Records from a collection
= Beginning of Section =

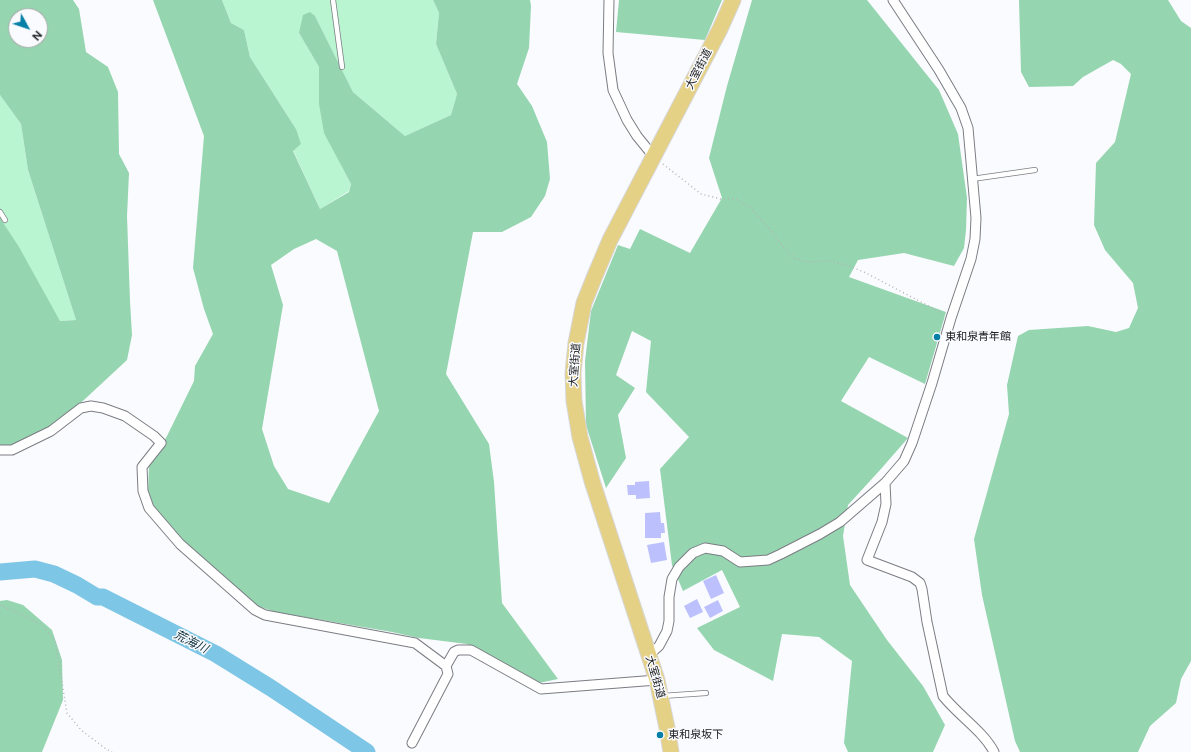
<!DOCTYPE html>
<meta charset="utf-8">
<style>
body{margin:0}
#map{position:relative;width:1191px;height:752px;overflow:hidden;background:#fafbfe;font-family:Figtree,sans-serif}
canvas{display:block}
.north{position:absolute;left:8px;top:8px;width:40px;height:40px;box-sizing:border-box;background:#fafbfe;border:1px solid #a4a5a7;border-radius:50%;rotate:130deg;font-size:11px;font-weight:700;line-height:16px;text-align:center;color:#222325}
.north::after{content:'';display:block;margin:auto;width:14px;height:18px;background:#067fa6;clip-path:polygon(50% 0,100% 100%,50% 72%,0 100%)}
</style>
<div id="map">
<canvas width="1191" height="752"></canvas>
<div class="north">N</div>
</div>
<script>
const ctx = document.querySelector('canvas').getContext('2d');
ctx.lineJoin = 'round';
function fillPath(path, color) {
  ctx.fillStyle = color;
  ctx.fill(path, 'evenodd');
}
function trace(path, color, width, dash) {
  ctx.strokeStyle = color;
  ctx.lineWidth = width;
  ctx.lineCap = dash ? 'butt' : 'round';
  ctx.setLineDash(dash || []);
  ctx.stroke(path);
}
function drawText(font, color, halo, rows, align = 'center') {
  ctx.font = font + ' Figtree,"Noto Sans JP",sans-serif';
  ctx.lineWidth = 3;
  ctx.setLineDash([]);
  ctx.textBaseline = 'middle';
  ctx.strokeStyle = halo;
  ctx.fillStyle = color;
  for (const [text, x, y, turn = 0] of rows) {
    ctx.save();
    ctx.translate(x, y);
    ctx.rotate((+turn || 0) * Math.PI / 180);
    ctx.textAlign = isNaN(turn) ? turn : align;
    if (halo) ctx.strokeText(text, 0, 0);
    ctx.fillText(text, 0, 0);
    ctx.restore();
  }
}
const green = new Path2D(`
 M222 0H433L439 13 436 44 457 94 451 115 405 136 353 92 315 16 299 33 319 67V104L341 165 351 184 349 191 320 209 293 150 296 129 250 57 244 30 231 23Z
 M0 95 21 124 28 170 76 320 60 321 0 317Z`);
const forest = new Path2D(`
 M0 0H73L79 9 86 52 108 67 118 92 119 154 129 173 127 216 130 301 132 335 127 360 85 399 49 429 8 447H0V218L19 247 60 321 76 320 28 170 21 124 0 95ZM16 16H40V40H16Z
 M153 0H222L231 23 244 30 250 57 296 129 301 144 293 151 320 209 349 192 351 184 324 133 319 104V67L299 33 303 15 310 12 315 16 353 92 405 136 451 115 457 94 436 44 439 13 433 0H530L531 6 529 48 517 84 532 106 547 142 550 179 545 196 531 217 502 232H473L446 374 489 444 494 482 502 603 558 679 539 683 467 644 419 638 392 632 275 612 258 606 187 545 154 507 148 491 149 466 167 436 194 381 195 366 213 334 204 309 193 268 204 136ZM316 239 337 251 379 411 329 503 288 489 274 466 262 429 283 305 271 265 294 249Z
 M619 0H722L705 40 616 32Z
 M752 0H867L939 90 958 134 967 198 966 230 964 248 954 266 904 253 858 260 849 277 946 312 925 384 869 357 841 401 908 438 880 470 848 505 843 536 850 585 887 640 923 686 945 725 933 752H848L844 743 852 661 819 637 782 634 773 681 714 650 697 628 740 607 722 570 683 591 672 565 660 469 689 437 646 392 651 341 632 331 616 375 635 388 618 415 626 458 606 488 586 425 585 361 591 311 618 245 630 249 640 229 690 253 722 198 709 158 727 86Z
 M1019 0H1168L1181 21 1191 28V661L1181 679 1176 703 1150 726 1138 752H1020L1015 741 982 595 974 539 1009 414 1007 385 1018 336 1029 330 1088 326 1116 332 1129 328 1138 308 1133 283 1105 250 1094 225 1096 163 1115 142 1131 74 1121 64 1113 60 1083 77 1073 86 1029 87 1021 72Z
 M7 600 23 605 52 630 62 660 63 700 42 752H0V601Z`);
const river = new Path2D(`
 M0 572 35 569 54 574 77 585 97 597H103L216 654 271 688 367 752`);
const building = new Path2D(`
 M649 481 650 498 636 499V495H628L627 485H635V482Z
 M660 512 661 523H664L665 533H661V538H645V513Z
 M664 542 667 560 651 563 647 545Z
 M716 575 724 593 711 599 703 581Z
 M697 599 703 612 690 618 684 606Z
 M718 600 723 611 710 618 704 607Z`);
const path = new Path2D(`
 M663 164 701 194 721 199H735L750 207 766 225 781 244 794 258 807 262 831 261 843 264 864 272 942 313
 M0 605 41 624 55 640 67 713 81 730 106 749 112 752`);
const lane = new Path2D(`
 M333 0 342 67
 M972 179 1035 170
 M0 212 5 220
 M662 696 706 693`);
const street = new Path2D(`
 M609 0 608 53 613 90 627 120 637 136 654 157
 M0 450H12L51 431 81 408 91 406 103 408 125 416 154 436 161 443 142 467 143 491 149 508 180 544 255 610 265 615 415 643 446 666 448 674 412 743
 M885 483 886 504 882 522 867 560 912 577 920 583 922 589 927 622 943 696C958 715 984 732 994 752
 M649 655 659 646 667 631 669 621V597L672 579 679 567 693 553 705 548 723 551 740 562 768 560 781 554 820 534 840 522 885 483 904 461 912 443 932 383 951 318 971 259 975 239 976 218 968 128 961 108 939 70 893 0
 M446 666 454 652 458 650H471L541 689 657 680`);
const primary = new Path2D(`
 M671 752 667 728 657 680 592 481 580 437 574 401 573 373 576 343 584 303 594 278 610 240 720 29 733 0`);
const markers = [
 [937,337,4,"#067fa6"],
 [660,735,4,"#067fa6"]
];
const streetNames = [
 ["大室街道",699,69,-63],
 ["大室街道",575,365,-86],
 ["大室街道",655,677,74]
];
const poiNames = [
 ["東和泉青年館",945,337],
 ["東和泉坂下",668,735]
];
const waterNames = [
 ["荒海川",191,642,27]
];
fillPath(green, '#b9f5d1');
fillPath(forest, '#95d5b0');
trace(river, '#7ec6e5', 17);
fillPath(building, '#bcc1fd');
trace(lane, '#7c7d84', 6);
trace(street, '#7c7d84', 11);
trace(primary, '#d7d7d8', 17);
trace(path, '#b4b5b8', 1.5, [1, 3]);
trace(lane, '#fff', 4.5);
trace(street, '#fff', 9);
trace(primary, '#e5d186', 15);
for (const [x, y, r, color] of markers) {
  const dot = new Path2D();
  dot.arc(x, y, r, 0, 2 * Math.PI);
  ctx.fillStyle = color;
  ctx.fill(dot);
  trace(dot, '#fafbfe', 1.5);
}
drawText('11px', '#222325', '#fafbfe', streetNames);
drawText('11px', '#222325', '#fafbfe', poiNames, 'left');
drawText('italic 12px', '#0e303d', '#fafbfe', waterNames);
</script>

= End of Section =

> Task description: Look over the records above and say how many lines hold the word "setLineDash", giving the number alone.

> Finished exercise: 2